- RECORDS FOR THIS TASK
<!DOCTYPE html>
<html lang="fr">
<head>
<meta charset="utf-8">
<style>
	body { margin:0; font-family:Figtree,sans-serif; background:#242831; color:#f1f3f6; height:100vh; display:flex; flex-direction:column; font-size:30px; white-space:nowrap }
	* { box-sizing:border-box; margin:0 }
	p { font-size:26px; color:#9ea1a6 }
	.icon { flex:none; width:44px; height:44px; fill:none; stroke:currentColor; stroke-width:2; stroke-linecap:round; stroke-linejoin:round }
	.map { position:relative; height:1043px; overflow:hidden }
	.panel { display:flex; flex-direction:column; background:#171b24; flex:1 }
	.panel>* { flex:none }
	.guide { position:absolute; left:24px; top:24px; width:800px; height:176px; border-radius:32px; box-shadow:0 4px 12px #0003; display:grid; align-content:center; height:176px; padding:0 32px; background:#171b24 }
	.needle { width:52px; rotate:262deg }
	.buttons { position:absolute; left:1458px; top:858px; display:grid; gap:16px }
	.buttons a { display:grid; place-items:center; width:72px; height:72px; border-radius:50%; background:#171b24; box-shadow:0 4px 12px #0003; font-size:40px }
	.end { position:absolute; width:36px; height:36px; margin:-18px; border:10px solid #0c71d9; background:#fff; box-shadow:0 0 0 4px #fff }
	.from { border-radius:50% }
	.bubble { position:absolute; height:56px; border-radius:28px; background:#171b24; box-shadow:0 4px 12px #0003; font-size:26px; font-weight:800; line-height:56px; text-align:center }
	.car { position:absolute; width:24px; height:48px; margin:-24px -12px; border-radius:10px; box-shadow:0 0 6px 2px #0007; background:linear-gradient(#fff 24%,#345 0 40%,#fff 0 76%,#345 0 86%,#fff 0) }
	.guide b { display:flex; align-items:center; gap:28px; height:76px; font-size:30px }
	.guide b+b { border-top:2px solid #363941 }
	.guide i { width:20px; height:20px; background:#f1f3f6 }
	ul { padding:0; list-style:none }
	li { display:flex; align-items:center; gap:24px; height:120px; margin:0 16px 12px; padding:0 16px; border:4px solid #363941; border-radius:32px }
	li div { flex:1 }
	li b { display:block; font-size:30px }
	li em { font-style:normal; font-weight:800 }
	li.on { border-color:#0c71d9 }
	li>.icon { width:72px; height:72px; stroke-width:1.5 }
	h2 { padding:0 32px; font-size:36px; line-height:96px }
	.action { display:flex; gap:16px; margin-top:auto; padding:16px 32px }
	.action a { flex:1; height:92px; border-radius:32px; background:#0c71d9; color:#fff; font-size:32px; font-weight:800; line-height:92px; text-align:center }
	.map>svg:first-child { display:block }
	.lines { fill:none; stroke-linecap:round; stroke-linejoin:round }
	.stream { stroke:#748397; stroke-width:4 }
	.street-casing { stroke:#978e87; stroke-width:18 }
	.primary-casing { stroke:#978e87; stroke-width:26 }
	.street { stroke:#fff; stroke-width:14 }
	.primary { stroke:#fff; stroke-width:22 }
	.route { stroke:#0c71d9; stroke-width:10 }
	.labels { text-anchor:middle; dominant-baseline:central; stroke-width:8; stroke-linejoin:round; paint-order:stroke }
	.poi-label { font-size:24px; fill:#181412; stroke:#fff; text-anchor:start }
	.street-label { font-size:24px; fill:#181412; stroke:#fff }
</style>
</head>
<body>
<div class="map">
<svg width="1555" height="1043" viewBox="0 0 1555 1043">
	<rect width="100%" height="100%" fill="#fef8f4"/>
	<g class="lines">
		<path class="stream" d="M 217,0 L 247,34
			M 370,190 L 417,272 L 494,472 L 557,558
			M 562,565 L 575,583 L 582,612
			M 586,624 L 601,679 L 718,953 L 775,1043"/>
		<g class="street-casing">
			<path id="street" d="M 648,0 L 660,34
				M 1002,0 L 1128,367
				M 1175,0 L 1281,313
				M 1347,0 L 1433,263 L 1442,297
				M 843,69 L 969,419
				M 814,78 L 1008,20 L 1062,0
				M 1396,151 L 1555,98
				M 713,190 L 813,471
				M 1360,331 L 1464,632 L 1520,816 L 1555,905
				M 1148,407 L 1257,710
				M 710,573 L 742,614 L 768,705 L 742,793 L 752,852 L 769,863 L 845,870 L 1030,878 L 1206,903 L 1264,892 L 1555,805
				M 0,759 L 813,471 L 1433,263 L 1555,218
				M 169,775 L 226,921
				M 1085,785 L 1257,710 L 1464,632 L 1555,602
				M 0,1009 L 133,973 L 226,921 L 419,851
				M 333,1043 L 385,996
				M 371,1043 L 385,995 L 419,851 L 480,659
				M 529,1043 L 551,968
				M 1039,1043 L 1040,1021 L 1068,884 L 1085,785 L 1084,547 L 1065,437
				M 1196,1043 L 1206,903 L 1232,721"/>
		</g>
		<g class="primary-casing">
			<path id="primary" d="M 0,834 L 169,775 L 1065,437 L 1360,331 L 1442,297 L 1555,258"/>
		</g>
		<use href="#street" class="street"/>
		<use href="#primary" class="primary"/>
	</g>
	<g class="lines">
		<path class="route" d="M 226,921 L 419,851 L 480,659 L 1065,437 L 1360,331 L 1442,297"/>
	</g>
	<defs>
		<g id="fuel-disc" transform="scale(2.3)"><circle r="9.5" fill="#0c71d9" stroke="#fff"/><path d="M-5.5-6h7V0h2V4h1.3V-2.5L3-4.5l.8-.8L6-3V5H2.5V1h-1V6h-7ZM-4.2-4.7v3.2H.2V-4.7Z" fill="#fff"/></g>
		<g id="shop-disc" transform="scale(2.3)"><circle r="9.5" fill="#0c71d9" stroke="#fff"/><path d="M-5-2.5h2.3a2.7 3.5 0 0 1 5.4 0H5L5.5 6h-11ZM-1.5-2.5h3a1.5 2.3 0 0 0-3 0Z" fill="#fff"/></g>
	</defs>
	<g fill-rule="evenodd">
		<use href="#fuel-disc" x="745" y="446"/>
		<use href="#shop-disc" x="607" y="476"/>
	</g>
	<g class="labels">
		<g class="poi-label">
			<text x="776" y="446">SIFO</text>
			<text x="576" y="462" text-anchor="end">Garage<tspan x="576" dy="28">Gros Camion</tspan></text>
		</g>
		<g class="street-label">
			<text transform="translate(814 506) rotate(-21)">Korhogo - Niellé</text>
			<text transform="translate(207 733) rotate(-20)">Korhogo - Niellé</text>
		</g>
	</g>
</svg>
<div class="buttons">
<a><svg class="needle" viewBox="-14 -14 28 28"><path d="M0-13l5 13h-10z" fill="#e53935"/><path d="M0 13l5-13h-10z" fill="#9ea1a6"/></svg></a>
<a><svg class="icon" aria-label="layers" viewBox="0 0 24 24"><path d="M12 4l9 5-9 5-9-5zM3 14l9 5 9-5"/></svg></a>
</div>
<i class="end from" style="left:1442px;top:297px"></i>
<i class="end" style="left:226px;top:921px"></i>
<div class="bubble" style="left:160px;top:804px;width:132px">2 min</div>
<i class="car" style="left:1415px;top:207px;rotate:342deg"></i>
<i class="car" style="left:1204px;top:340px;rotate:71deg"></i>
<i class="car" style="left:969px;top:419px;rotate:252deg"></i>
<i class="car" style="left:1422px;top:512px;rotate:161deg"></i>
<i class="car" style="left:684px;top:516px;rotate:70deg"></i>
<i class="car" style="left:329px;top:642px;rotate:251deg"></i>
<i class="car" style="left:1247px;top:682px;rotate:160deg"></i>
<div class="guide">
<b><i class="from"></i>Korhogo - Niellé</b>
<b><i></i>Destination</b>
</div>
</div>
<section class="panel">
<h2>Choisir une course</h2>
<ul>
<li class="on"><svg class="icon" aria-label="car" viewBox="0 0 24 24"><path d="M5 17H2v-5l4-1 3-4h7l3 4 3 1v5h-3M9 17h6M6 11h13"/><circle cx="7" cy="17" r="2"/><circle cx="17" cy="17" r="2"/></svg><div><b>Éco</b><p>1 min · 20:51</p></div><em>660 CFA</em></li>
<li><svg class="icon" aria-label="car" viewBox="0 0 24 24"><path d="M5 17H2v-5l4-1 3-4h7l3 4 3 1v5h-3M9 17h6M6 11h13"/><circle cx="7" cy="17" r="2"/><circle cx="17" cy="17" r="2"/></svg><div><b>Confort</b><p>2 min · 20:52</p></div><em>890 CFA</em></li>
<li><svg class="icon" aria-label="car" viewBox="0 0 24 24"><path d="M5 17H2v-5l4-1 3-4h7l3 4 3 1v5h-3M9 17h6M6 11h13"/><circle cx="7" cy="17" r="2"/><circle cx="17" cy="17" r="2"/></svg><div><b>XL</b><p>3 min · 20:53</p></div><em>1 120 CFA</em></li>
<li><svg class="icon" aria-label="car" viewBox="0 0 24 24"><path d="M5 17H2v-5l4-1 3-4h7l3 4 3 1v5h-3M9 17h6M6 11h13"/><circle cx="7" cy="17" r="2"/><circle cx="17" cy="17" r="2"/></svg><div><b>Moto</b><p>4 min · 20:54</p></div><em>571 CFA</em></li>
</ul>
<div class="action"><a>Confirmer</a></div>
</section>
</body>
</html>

- EXERCISE BRIEF
Report the number of lines in the material above that include the string "weight". Nothing else belongs in the answer.

- TASK RESULT
3